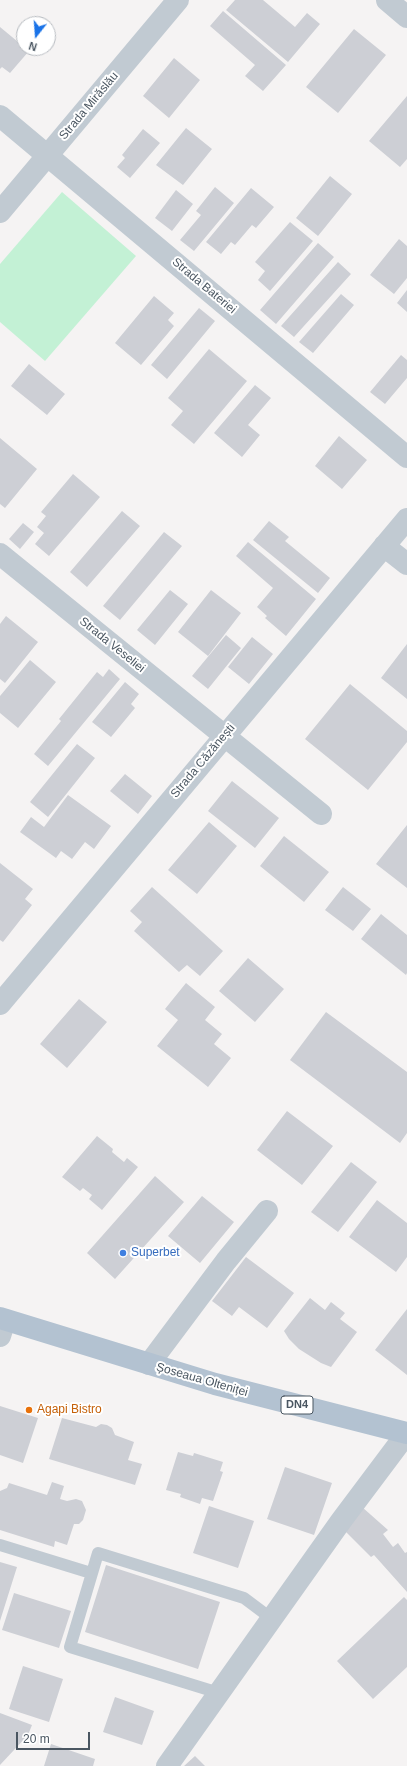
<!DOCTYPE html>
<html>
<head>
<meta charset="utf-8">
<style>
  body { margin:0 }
  #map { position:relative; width:407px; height:1766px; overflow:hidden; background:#f5f3f3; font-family:Arial,sans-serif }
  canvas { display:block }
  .north { position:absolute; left:16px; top:16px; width:40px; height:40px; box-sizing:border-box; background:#fff; border:1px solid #b7bbc0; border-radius:50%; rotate:197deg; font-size:11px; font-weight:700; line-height:16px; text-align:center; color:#4a5661 }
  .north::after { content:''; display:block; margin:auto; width:14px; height:18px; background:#1a73e8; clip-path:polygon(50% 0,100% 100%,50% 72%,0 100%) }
  .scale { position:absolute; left:16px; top:1732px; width:74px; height:18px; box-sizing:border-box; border:2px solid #4a5661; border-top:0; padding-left:5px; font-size:12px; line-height:14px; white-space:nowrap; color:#4a5661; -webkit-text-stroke:3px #fff; paint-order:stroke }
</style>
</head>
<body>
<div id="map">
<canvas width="407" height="1766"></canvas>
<div class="north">N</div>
<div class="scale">20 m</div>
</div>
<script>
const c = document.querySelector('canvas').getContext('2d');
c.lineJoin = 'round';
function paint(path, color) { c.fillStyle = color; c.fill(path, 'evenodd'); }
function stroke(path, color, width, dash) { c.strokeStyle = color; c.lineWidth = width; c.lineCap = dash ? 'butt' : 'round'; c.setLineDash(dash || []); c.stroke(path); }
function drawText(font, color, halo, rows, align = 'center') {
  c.font = font + ' Arial,sans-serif'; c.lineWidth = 4; c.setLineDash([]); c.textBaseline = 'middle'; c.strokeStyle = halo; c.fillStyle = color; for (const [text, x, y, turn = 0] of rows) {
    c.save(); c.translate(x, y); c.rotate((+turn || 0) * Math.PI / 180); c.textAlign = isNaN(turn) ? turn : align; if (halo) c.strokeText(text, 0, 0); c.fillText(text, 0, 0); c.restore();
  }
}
paint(new Path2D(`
  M62,192L136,256L45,361L0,322V264Z`), '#c3f1d5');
paint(new Path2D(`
  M235,0H263L295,27L307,13L320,24L288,62L226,10Z
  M223,11L286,65L263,91L245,76L255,65L210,26Z
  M0,27L29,51L10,73L2,67L0,69Z
  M354,29L386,55L338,113L306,87Z
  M174,58L200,80L169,118L143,96Z
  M407,96V159L400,167L369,141Z
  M186,128L212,149L183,185L156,165Z
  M143,129L160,143L130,178L117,167L125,158L122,155Z
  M330,176L352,194L318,236L296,218Z
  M215,187L234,203L194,251L180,240L201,215L196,211Z
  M251,188L274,207L256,228L252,225L235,245L231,242L221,254L206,242Z
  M176,190L193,204L172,231L155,218Z
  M290,222L313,241L270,291L258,280L265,271L255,262Z
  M399,239L407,246V278L394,294L370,275Z
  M318,243L334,257L276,324L260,310Z
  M338,262L351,274L294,337L281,326Z
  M407,290V312L397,303Z
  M341,294L354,305L313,353L299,342Z
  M154,296L174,313L168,320L174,326L141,365L115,343Z
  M199,308L215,321L167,379L151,365Z
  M209,349L247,381L194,444L171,425L183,411L168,398Z
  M401,355L407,360V378L385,404L370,392Z
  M29,364L65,394L47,415L11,386Z
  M255,385L271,398L248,425L260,435L242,457L214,433Z
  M339,436L367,460L342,489L315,466Z
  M0,438L37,469L5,508L0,504Z
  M73,474L100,497L49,556L35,544L44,533L37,527L46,516L41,512Z
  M122,511L140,526L87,587L70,572Z
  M269,521L289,537L285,541L330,578L318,593L253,540Z
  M23,523L34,532L20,549L9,539Z
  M164,532L182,546L120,620L103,606Z
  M248,542L316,599L286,636L265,618L267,616L257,607L273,588L236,556Z
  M170,590L188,604L155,645L137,630Z
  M211,590L241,613L208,656L178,632Z
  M6,616L38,642L5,683L0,679V624Z
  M226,635L241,648L208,689L192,676Z
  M252,637L273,654L249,684L228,667Z
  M407,644V699L381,678Z
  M30,660L56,682L18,728L0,713V696Z
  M109,669L120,679L48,766L34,754L61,721L59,719L97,672L103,677Z
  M125,682L139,694L131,704L135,708L111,737L92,722Z
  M350,684L407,731V742L368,790L305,739Z
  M77,744L95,758L48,817L30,802Z
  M125,774L152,796L138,814L110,791Z
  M232,781L279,818L255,848L208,811Z
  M68,795L111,826L94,849L85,842L72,859L61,851L56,858L20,832L31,817L44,827Z
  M209,822L237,846L197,894L168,870Z
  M407,825V888L376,864Z
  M284,836L329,872L304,902L260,866Z
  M0,863L33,889L25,899L32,905L3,942L0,940Z
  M152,887L223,951L200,976L187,965L179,972L134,931L142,922L130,911Z
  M343,887L371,909L353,931L325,910Z
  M381,914L407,935V973L406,975L361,939Z
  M248,958L284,989L255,1022L219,991Z
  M186,983L215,1007L205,1020L222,1034L214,1044L231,1058L208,1087L157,1046L178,1020L165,1009Z
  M79,999L107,1022L67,1068L40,1044Z
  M326,1012L407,1072V1133L400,1143L290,1060Z
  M287,1111L333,1146L302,1185L257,1150Z
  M97,1136L113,1149L112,1152L124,1162L127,1158L138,1167L102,1210L89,1199L92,1195L83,1188L80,1191L62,1177Z
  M351,1162L377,1182L338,1232L311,1212Z
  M155,1176L184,1202L115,1279L87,1253Z
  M202,1196L234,1222L200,1263L168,1236Z
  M377,1200L407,1223V1257L396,1272L349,1237Z
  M246,1257L294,1293L267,1328L239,1307L232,1316L212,1301Z
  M310,1298L325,1310L331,1302L345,1313L340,1319L357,1332L331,1367L321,1363L299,1349L289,1339L284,1331Z
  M407,1309V1375L375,1350Z
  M0,1406L38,1418L23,1463L0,1455Z
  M62,1418L96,1427L101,1424L107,1425L112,1428L115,1435L134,1442L128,1460L142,1464L135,1485L49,1459Z
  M178,1452L193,1456L194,1453L223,1462L220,1471L223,1472L213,1501L202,1498L200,1504L180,1497L181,1494L166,1490Z
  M285,1467L332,1483L314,1535L267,1519Z
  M52,1482L64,1486L60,1499L67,1501L76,1499L82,1501L86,1510L83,1520L79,1524H74L67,1545L55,1541L54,1547L0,1530V1491L7,1488L9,1483L47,1495Z
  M209,1506L254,1521L238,1568L193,1553Z
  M362,1507L388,1530L383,1534L393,1547L398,1543L405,1553L407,1552V1592L374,1555L371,1557L343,1529Z
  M0,1562L17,1567L0,1621Z
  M106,1565L220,1602L198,1669L85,1632Z
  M14,1593L71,1611L59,1648L2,1630Z
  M404,1597L407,1600V1667L373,1699L337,1661Z
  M23,1666L63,1679L49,1722L9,1709Z
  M115,1697L154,1711L142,1745L103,1732Z
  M0,1713L32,1725L28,1735L0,1765Z
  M51,1744L95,1759L93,1766H44Z
  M195,1756L205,1766H184Z`), '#cdcfd5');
stroke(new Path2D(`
  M0,1545L91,1573
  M219,1693L70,1647L98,1553L244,1598L272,1619`), '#c1cad2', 12);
stroke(new Path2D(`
  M387,0L407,17
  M0,116L407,457
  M0,212L178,0
  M384,546L407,564
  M0,554L321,814
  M0,1004L407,519
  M0,1336L5,1320
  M149,1364L226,1261L267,1211
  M167,1766L341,1521L407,1433`), '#c1cad2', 22);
stroke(new Path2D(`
  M0,1318L215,1384L407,1433`), '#b3c2d1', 22);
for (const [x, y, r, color] of [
  [123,1253,4,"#3f7fe0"],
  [29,1410,4,"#e8710a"]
]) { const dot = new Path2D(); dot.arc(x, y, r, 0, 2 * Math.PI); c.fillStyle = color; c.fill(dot); stroke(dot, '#fff', 1.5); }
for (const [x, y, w] of [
  [297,1405,32]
]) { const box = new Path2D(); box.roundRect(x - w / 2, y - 9, w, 18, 3); c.fillStyle = '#fff'; c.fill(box); stroke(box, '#4a5661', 1); }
drawText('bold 11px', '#4a5661', null, [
  ["DN4",297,1405]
]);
drawText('12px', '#4a5661', '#fff', [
  ["Strada Mirăslău",89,106,-50],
  ["Strada Bateriei",204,286,40],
  ["Strada Veseliei",112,645,39],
  ["Strada Căzănești",203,761,-50],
  ["Șoseaua Olteniței",202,1380,16]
]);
drawText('12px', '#366cbe', '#fff', [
  ["Superbet",131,1253]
], 'left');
drawText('12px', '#c56008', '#fff', [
  ["Agapi Bistro",37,1410]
], 'left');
</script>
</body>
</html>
--------------------------------
Your task -
From the data above, count the lines where "center" occurs and give that figure and nothing else.

The answer -
2